The High Court is to examine whether prime minister Boris Johnson was wrong to decide that home secretary Priti Patel’s harassment of staff did not break the ministerial code – despite his standards adviser concluding it did.
The FDA union, which represents senior civil servants and other public sector leaders, launched judicial review proceedings over the prime minister’s decision not to sack Patel following ministerial standards adviser Sir Alex Allan’s report. His investigation was prompted by the resignation of former Home Office perm sec Sir Philip Rutnam.
Now, following an examination of the background to the case, the High Court has agreed to proceed to a full hearing. A recent Institute for Government report on the use of judicial review said that between 2007 and 2019 around 85% of cases did not progress to a full hearing, while just 14% of claims that progressed were successful.
FDA general secretary Dave Penman said the union was “very pleased” Mr Justice Linden had given the go-ahead for a full hearing of the case.
“The ministerial code is the only means by which civil servants can raise complaints against the conduct of ministers and it is vital that decisions on this are subject to the rule of law,” he said.
“Ministers should be held to the same standards of conduct as civil servants. We welcome the opportunity now granted to argue that point fully that the prime minister erred in his interpretation of the ministerial code when deciding that the home secretary did not break the code.”
The Cabinet Office finally revealed the results of Allan’s investigation into Patel’s conduct in November last year.

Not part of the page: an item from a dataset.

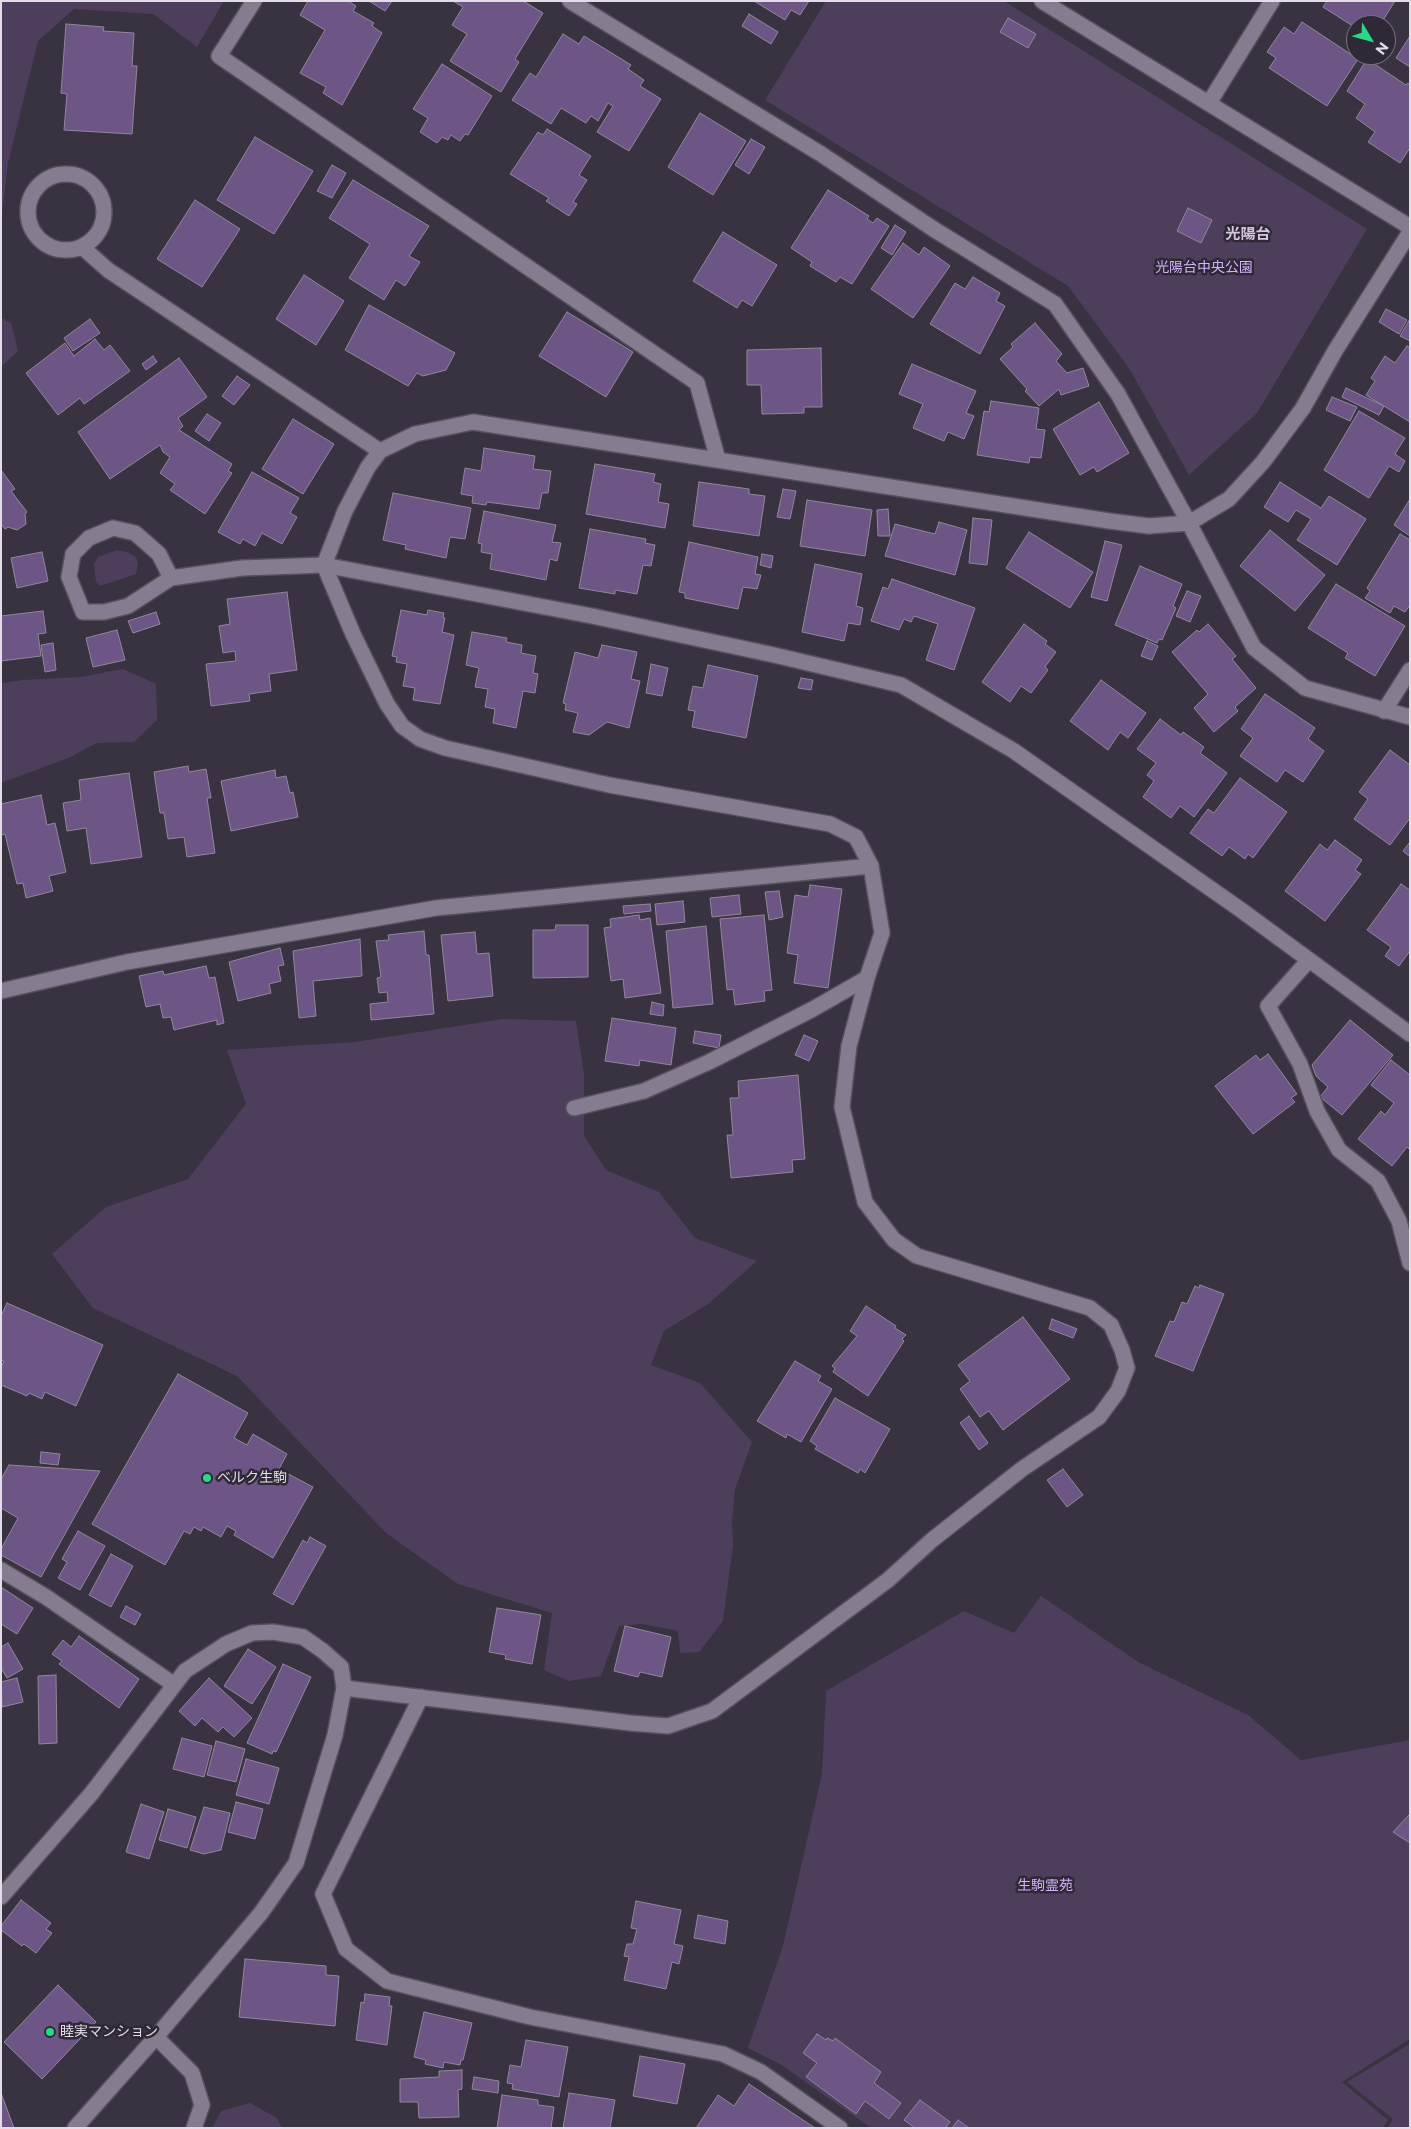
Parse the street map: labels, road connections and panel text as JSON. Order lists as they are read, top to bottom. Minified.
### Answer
{"districts":["光陽台"],"parks":["光陽台中央公園","生駒霊苑"],"places":["ベルク生駒","睦実マンション"],"north":"bottom right"}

It found evidence she had shouted and sworn at staff and failed to treat civil servants with consideration and respect in a way that "could be described as bullying".
Allan said he believed Patel’s actions were unintended, but nevertheless broke the ministerial code. Johnson decided to back Patel and denied that the code had been breached – leading to Allan’s resignation.

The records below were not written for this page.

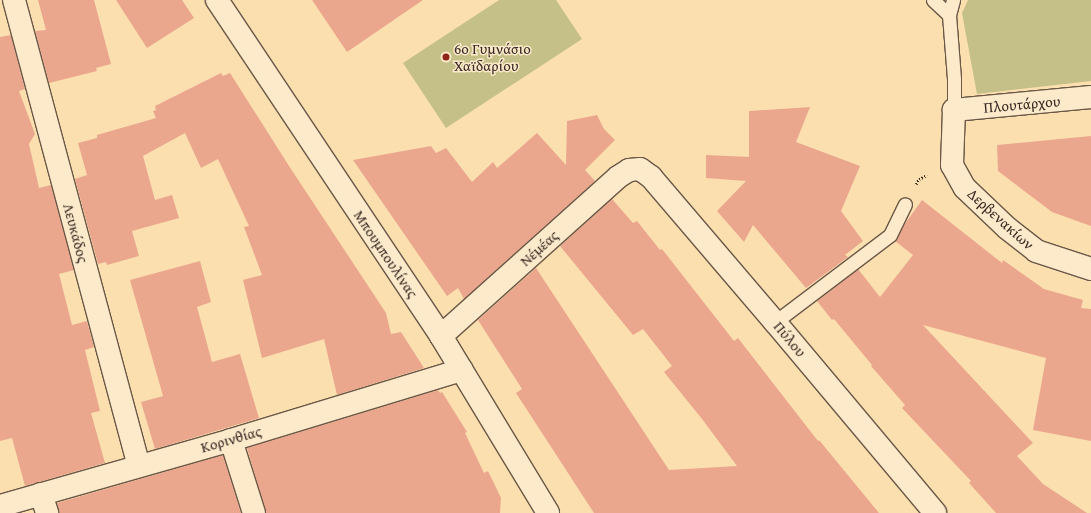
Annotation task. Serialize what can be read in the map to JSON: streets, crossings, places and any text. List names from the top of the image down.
{
  "streets": {
    "street": [
      "Πλουτάρχου",
      "Δερβενακίων",
      "Λευκάδος",
      "Νέμέας",
      "Μπουμπουλίνας",
      "Πύλου",
      "Κορινθίας"
    ]
  },
  "crossings": [
    ["Πλουτάρχου", "Δερβενακίων"],
    ["Λευκάδος", "Κορινθίας"],
    ["Νέμέας", "Μπουμπουλίνας"],
    ["Νέμέας", "Πύλου"],
    ["Μπουμπουλίνας", "Κορινθίας"]
  ],
  "places": ["6ο Γυμνάσιο Χαϊδαρίου"]
}
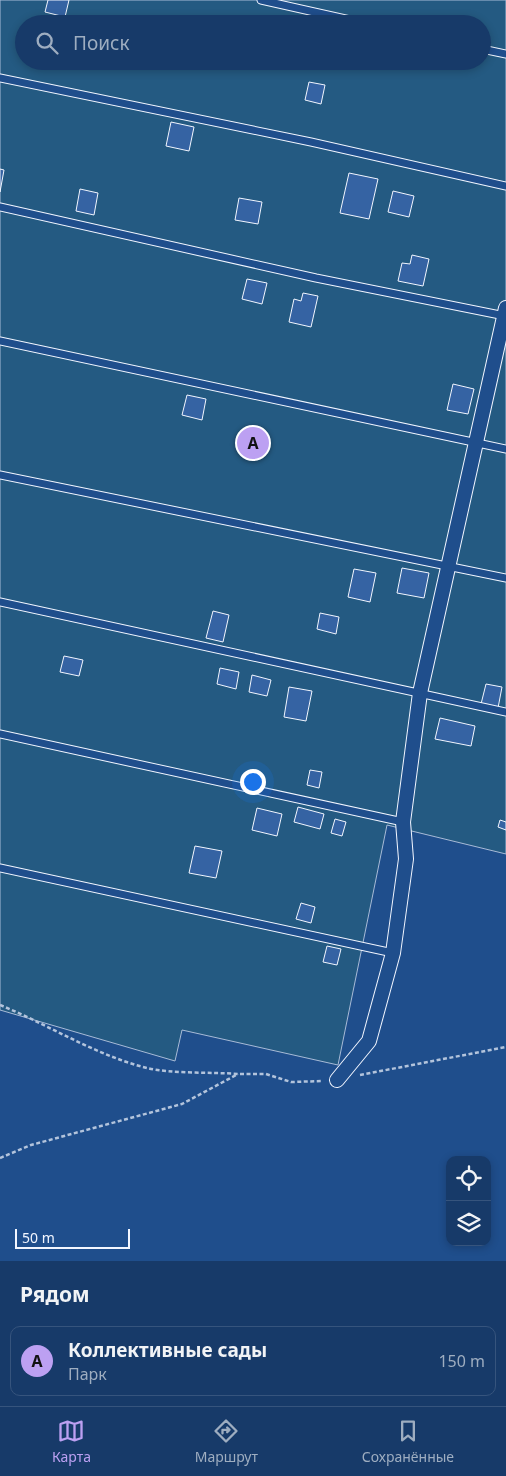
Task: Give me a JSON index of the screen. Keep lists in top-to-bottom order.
{
  "scale_bar": "50 m",
  "page": {
    "search": "Поиск",
    "pins": "A",
    "scale": "50 m",
    "heading": "Рядом",
    "list": [
      {
        "mark": "A",
        "name": "Коллективные сады",
        "note": "Парк",
        "value": "150 m"
      }
    ],
    "nav": ["Карта", "Маршрут", "Сохранённые"]
  }
}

When the FDA launched its judicial review bid in February, Penman said the intention was to examine the way the ministerial code was interpreted, rather than to seek Patel’s removal from office.
He said the prime minister had insisted his decision on Patel’s conduct “reflected the home secretary’s assertion that her actions were unintentional”.
However, Penman said the move would potentially allow ministers to avoid the consequences of their behaviour in future by “pleading that it should be the intent of their actions which is important, not the consequences”.
He said a survey of FDA members most likely to work with ministers found that 90% had no confidence in the code as a mechanism for dealing with bullying and harassment by their political masters.
Penman said: “The prime minister, who is also minister for the civil service, needs to recognise the damage he has done to confidence in the ministerial code.”